Richard King was the supervising sound editor and sound designer for Christopher Nolan's "Interstellar," and he says the sound that the team worked the hardest on was the sound to represent gravity.
"When [the characters are] in the vicinity of a black hole, there's an enormous, unbelievable amount of force drawing them in, and we needed some kind of sound to make the audience feel like they were in that situation," King said.
To get to that point, King had to use a little bit of imagination. The team began, he says, by, "thinking about those carnival rides that spin around, that pin you against the wall with centripetal force while the floor drops away from you. That feeling of heaviness, of having to really exert yourself to move, was something that I could see the actors doing in the film."
And bringing the audience into that kind of environment required something else, he said:
Something to build that sensation up and create some pressure that the audience could really appreciate. Chris [Nolan] really wanted to change the environment inside the movie theater and make you feel like you were in those situations. And one of the ways that we accomplished that was to fill the theater with this very carefully orchestrated, low-end information that seems to hang in the air. You can feel it in your body, and it's meant to be a little frightening, but it doesn't last long.
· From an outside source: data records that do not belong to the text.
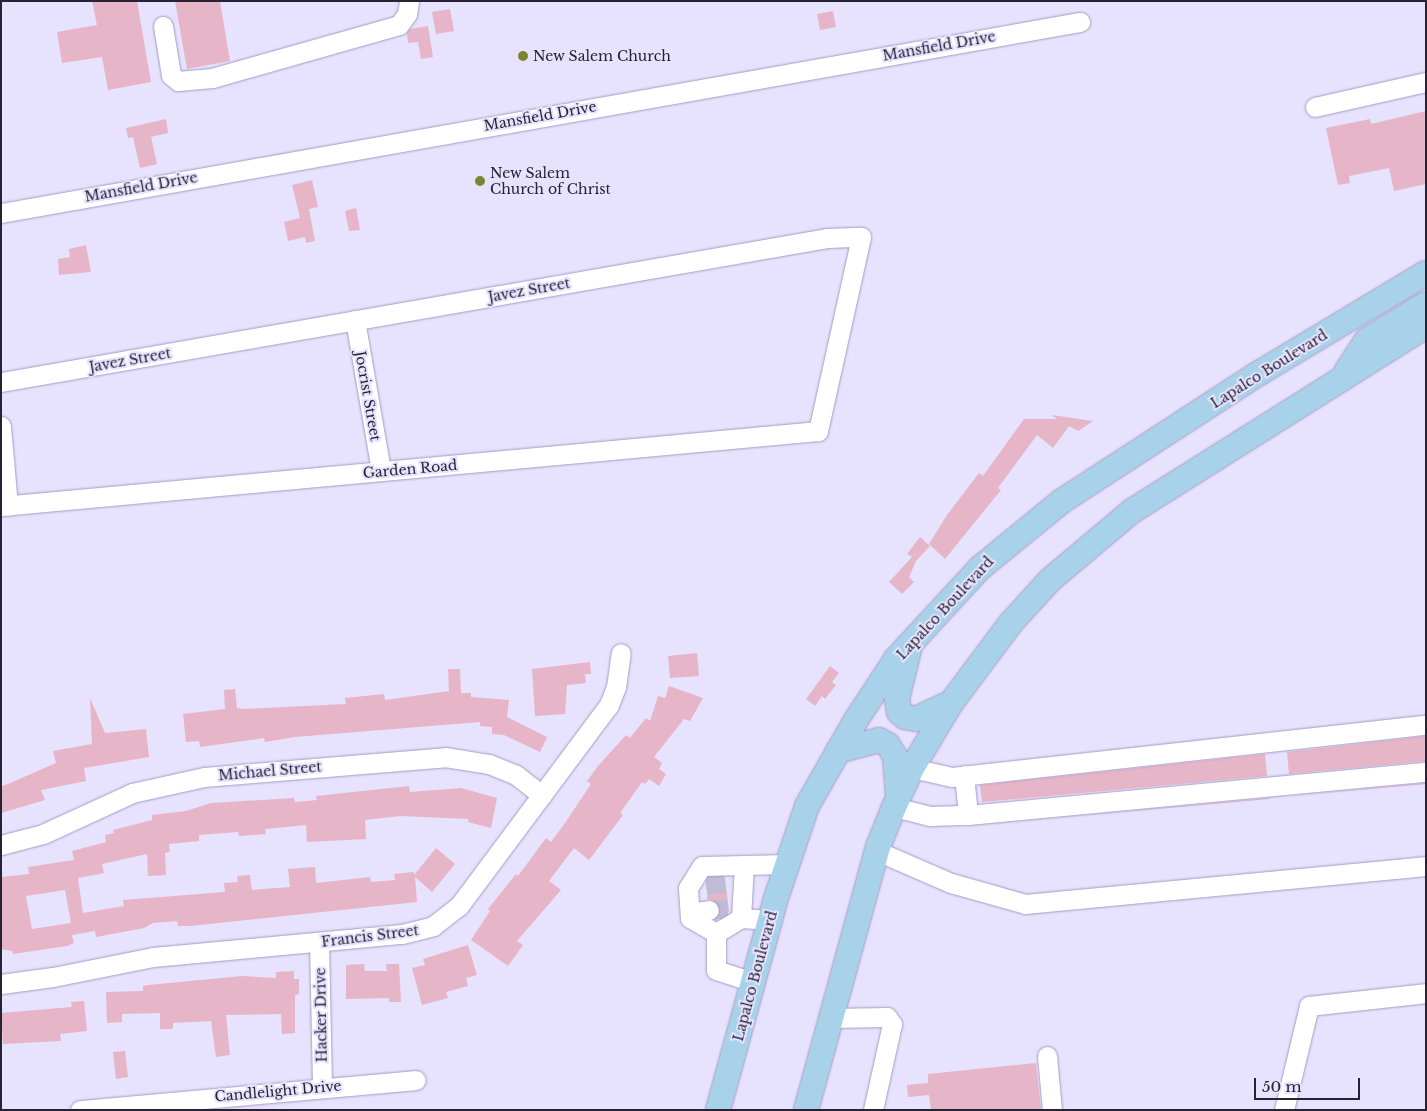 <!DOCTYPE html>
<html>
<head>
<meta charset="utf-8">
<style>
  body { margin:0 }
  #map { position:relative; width:1427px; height:1111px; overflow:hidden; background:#e7e2fd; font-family:"Libre Baskerville",serif }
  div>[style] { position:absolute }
  .building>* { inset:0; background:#e7b5c8 }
  .minor-tunnel>* { height:19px; margin-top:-9.5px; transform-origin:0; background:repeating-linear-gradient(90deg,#c1bcd5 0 19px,transparent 0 28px) }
  .roads { filter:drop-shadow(0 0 1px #a49bc6) drop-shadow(0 0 1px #a49bc6) }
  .minor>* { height:19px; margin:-9.5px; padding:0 9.5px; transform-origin:9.5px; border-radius:9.5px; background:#fff }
  .major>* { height:24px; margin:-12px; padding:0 12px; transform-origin:12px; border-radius:12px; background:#a8d2e9 }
  .dots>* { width:14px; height:14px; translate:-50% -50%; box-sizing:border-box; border:2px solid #e7e2fd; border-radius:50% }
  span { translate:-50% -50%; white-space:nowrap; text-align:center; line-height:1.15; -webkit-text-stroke:4px #e7e2fd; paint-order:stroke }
  .street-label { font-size:14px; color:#272334 }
  .poi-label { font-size:14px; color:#272334 }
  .left { translate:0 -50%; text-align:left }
  .frame { position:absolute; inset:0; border:2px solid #272334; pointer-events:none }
  .scale { position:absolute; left:1254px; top:1078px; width:106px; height:22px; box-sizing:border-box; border:2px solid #272334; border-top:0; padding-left:6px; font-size:15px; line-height:18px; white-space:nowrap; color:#272334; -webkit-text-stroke:4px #e7e2fd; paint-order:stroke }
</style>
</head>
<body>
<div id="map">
  <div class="building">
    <div style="clip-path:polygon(92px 1px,137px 1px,151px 82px,108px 90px,102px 57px,62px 63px,57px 32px,97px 25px)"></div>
    <div style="clip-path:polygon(175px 1px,220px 1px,230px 61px,187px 69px)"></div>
    <div style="clip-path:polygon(450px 9px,454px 31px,436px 34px,432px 12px)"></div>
    <div style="clip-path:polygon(833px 11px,836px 27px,820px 30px,817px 14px)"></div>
    <div style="clip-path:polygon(428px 26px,433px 57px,421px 59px,418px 42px,408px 43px,407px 33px,410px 29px)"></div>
    <div style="clip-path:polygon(1426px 111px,1426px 184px,1394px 191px,1389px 168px,1349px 176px,1350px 183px,1338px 185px,1326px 128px,1370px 119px,1371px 124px)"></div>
    <div style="clip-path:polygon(166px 119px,168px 133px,151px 137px,157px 164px,140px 168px,133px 137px,128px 138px,126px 128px)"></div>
    <div style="clip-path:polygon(312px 180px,318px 207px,309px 209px,315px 241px,306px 243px,305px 237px,288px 241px,284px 222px,300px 218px,292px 185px)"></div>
    <div style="clip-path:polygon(356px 208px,360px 230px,349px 231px,345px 211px)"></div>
    <div style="clip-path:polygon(86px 245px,91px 272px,59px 275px,58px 259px,70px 257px,69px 249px)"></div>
    <div style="clip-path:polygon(1052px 415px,1093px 421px,1078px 431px,1069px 426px,1053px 448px,1037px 435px,998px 488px,1001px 490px,945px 559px,929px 544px,947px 515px,979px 473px,983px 476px,1024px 419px,1057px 419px)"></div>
    <div style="clip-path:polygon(920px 537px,930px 546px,916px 561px,909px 577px,914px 582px,902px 594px,889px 582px,912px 557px,907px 554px)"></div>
    <div style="clip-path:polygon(697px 653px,699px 676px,670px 678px,668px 656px)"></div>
    <div style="clip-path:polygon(590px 662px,591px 674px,585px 674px,586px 683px,567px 685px,565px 714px,535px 716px,532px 669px)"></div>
    <div style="clip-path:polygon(830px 666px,839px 673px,832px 682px,836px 685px,825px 699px,822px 696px,815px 706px,806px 699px)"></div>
    <div style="clip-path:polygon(448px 669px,460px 669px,461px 693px,471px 693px,471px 697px,509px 700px,507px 717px,547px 737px,540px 752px,504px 735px,492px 734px,492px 727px,480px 726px,480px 722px,295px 737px,265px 742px,264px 738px,200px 747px,199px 741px,186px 742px,183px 714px,225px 709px,224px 690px,235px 689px,237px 708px,242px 709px,346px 704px,345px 698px,384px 694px,385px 700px,449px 691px)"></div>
    <div style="clip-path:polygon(669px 686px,703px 698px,690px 721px,684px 719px,654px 757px,662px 763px,659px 769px,666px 774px,659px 786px,649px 779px,645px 784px,642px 782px,620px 813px,623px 815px,589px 860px,574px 848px,549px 881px,561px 890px,517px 941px,523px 945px,508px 966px,471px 940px,490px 911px,488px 909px,516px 874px,518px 876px,546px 838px,551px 842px,565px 823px,591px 784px,587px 781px,598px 766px,626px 735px,630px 738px,646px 718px,650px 721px,658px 696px,665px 698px)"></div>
    <div style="clip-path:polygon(90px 698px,105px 733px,146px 729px,149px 757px,84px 768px,86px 781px,41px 790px,45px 800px,1px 813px,1px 787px,56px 763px,53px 751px,92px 744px)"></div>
    <div style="clip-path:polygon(1426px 736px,1426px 761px,1289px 774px,1287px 752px)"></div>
    <div style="clip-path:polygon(1265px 754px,1267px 776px,982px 802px,980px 785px)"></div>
    <div style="clip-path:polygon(1426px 783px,1426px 784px,1291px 796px)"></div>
    <div style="clip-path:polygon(evenodd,409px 786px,410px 792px,461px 788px,497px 798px,491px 828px,468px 822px,469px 819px,400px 816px,365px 820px,366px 839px,307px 842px,306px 825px,265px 829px,266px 834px,239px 836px,238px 832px,199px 835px,199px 841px,169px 844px,170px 852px,165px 853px,166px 875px,148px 876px,147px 854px,102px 864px,104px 873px,78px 878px,83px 913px,124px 906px,123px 900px,225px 892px,224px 883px,238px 882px,237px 876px,250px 875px,252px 890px,290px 887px,288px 869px,315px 867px,316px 883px,370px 877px,371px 882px,395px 880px,394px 874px,414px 872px,414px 875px,436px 848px,455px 864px,432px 892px,415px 877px,417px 902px,190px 926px,178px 926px,177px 921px,153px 923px,144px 928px,96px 937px,95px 931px,72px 935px,74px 943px,67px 946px,13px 954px,12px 951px,1px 949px,1px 877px,29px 874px,28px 867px,74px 860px,72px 851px,106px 842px,105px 835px,114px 833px,113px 830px,152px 820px,152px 815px,186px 811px,211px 803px,294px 798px,295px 802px,317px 800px,316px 796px,409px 786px,65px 890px,71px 923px,32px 929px,26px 896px,65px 890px)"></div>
    <div style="clip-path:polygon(1269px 798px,1269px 799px,988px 824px)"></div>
    <div style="clip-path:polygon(708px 877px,725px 877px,729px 912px,716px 920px,720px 908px,713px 900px,707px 899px)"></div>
    <div style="clip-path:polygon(468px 945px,477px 975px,466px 978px,468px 986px,446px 992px,448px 998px,422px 1005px,412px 968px,425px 965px,423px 959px)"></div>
    <div style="clip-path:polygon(364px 964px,365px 971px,387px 971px,386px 964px,399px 964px,401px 1002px,389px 1002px,389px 998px,346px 999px,346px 965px)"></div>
    <div style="clip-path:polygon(294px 971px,294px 979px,299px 979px,299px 994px,295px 995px,295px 1033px,282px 1034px,281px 1014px,226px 1015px,230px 1055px,216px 1057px,211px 1021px,173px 1023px,173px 1029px,160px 1029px,160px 1013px,122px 1014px,122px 1022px,107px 1023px,106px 992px,143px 991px,143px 986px,148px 985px,242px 976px,276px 978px,276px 972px)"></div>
    <div style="clip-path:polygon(84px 1001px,87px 1031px,60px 1034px,61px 1041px,3px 1044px,1px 1013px,72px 1007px,71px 1002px)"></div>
    <div style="clip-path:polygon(125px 1051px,128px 1077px,116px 1079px,113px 1052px)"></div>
    <div style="clip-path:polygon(1036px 1063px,1041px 1110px,931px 1110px,929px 1095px,908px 1097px,907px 1085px,928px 1083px,928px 1074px)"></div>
  </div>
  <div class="minor-tunnel">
    <div style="left:706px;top:885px;width:20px;rotate:-6deg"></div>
    <div style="left:709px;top:910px;width:19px;rotate:-6deg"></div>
  </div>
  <div class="roads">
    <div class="minor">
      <div style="left:163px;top:26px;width:50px;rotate:80.7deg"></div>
      <div style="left:171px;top:75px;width:9px;rotate:41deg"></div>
      <div style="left:178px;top:81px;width:34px;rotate:-5deg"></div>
      <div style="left:212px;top:78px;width:194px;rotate:-15.8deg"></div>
      <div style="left:399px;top:25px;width:14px;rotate:-54deg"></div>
      <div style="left:407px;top:14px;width:13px;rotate:-81deg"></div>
      <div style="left:1315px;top:107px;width:114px;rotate:-12.7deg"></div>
      <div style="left:1px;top:213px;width:1096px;rotate:-10.04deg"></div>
      <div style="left:355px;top:320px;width:153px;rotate:80.2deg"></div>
      <div style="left:1px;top:382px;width:838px;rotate:-9.89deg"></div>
      <div style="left:827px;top:238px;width:34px;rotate:-2deg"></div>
      <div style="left:861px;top:237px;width:199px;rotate:102.5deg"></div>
      <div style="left:818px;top:431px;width:820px;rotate:174.75deg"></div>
      <div style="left:1px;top:426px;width:80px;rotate:85deg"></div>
      <div style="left:912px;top:768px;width:41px;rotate:12.7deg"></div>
      <div style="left:952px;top:777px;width:477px;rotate:-6.3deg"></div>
      <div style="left:894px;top:807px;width:38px;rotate:14deg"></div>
      <div style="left:931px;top:816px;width:37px;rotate:-2deg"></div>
      <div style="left:968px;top:815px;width:40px;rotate:-95.7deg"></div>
      <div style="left:968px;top:815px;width:460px;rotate:-5.4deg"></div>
      <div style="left:1px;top:845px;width:43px;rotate:-14.7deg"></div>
      <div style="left:43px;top:834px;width:98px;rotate:-24.7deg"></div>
      <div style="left:132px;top:793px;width:74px;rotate:-12.5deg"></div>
      <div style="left:204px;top:777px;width:242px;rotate:-4.7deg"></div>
      <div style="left:445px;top:757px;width:45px;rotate:9deg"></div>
      <div style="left:489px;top:764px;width:29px;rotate:22deg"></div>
      <div style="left:516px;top:775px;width:33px;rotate:38deg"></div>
      <div style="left:877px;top:851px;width:81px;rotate:23.4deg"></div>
      <div style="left:951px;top:883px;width:77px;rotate:15.8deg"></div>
      <div style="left:1025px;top:904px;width:403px;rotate:-5.4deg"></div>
      <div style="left:690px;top:913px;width:19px;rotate:-9deg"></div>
      <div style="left:741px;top:918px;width:53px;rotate:-86.8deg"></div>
      <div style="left:716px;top:933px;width:29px;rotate:-31deg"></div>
      <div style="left:741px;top:918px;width:29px;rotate:4deg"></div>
      <div style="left:319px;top:942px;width:146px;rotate:88.8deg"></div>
      <div style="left:753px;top:982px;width:39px;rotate:-162deg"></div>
      <div style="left:716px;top:970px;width:37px;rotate:-90deg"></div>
      <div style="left:716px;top:933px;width:30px;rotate:-150deg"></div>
      <div style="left:690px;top:918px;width:30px;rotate:-94deg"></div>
      <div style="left:688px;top:888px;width:26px;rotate:-58deg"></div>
      <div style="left:702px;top:866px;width:85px;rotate:-1.3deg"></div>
      <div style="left:1px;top:984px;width:52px;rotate:-7.7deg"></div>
      <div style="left:53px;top:977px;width:102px;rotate:-11.3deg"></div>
      <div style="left:153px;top:957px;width:250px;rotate:-5.3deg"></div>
      <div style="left:402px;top:934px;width:32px;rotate:-14deg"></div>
      <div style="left:433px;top:926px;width:33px;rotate:-38deg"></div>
      <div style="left:459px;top:906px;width:251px;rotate:-53.3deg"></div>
      <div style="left:609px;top:705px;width:19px;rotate:-69deg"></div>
      <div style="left:616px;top:687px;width:34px;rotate:-82deg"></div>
      <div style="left:830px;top:1018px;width:57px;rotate:-1deg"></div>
      <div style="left:887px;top:1017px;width:9px;rotate:54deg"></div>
      <div style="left:892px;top:1024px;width:88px;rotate:102.5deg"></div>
      <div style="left:1047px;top:1056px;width:54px;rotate:84.7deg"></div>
      <div style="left:80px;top:1110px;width:337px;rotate:-5.1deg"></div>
      <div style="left:1284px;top:1110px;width:107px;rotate:-76.5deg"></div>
      <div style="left:1309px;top:1006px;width:118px;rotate:-6.3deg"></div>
    </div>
    <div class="major">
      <div style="left:1346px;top:372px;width:38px;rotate:-57deg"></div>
      <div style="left:1367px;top:340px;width:69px;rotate:-31.4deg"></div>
      <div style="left:909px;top:650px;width:50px;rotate:103.8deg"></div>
      <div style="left:897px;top:699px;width:13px;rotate:81deg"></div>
      <div style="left:899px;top:712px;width:8px;rotate:40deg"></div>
      <div style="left:905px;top:717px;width:11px;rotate:10deg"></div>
      <div style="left:916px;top:719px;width:38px;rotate:-25deg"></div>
      <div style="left:838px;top:751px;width:42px;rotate:-15deg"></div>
      <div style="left:879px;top:740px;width:10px;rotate:29deg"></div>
      <div style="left:888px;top:745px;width:13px;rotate:58deg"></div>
      <div style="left:895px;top:756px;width:40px;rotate:85.7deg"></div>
      <div style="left:718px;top:1110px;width:217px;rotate:-74.7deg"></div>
      <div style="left:775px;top:901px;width:100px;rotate:-71.4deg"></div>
      <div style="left:807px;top:806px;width:99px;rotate:-60.3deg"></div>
      <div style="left:856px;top:720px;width:73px;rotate:-56.7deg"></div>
      <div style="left:896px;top:659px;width:124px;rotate:-47.3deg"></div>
      <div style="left:980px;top:568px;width:106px;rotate:-39.3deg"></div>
      <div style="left:1062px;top:501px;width:237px;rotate:-33deg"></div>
      <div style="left:1261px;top:372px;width:192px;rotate:-31deg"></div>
      <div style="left:806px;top:1110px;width:273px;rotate:-74.7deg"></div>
      <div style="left:878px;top:847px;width:43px;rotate:-68.2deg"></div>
      <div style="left:894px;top:807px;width:43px;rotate:-65.2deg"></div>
      <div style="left:912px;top:768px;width:76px;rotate:-59deg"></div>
      <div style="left:951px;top:703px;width:99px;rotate:-53.2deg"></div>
      <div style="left:1010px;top:624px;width:59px;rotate:-47.7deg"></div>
      <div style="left:1050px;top:580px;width:107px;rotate:-40.1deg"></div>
      <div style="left:1132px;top:511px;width:347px;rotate:-32.2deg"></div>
    </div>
  </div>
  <div class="dots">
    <div style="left:523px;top:56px;background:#7c842f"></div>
    <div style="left:480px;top:181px;background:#7c842f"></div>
  </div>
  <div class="street-label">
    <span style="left:939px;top:46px;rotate:-10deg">Mansfield Drive</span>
    <span style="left:540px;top:116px;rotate:-10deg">Mansfield Drive</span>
    <span style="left:141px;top:187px;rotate:-10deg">Mansfield Drive</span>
    <span style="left:529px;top:290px;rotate:-10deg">Javez Street</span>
    <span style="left:130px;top:360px;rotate:-10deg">Javez Street</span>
    <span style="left:1269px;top:369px;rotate:-32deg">Lapalco Boulevard</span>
    <span style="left:368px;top:396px;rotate:80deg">Jocrist Street</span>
    <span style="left:410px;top:469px;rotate:-5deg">Garden Road</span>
    <span style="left:945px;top:608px;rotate:-47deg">Lapalco Boulevard</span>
    <span style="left:270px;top:771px;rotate:-5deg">Michael Street</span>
    <span style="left:370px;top:936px;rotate:-7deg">Francis Street</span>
    <span style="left:755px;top:976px;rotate:-75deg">Lapalco Boulevard</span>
    <span style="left:321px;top:1015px;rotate:-91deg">Hacker Drive</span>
    <span style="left:278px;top:1091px;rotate:-5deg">Candlelight Drive</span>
  </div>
  <div class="poi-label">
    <span class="left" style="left:533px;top:56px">New Salem Church</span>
    <span class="left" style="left:490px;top:181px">New Salem<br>Church of Christ</span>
  </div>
  <div class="frame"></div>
  <div class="scale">50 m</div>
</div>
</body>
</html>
King didn't want to create a synthesized noise in a studio; he wanted to find a natural sound because, he says, "the audience can tell the difference between a fake sound and a real sound." Which led King to a surprisingly earthy sound: groaning sand. He explains: "If you slide a sheet of sand down the slope of a steep sand dune, it makes this tremendous groaning sound."
Looking back on "Interstellar," King remarks: "The feeling that we wanted to impart upon the audience was one of wonder and awe, that this must be an incredible experience to go through. So in our small part, we tried to make that a real, tangible, palpable, believable experience through sound."
Richard King is nominated for an Oscar for best sound editing for "Interstellar."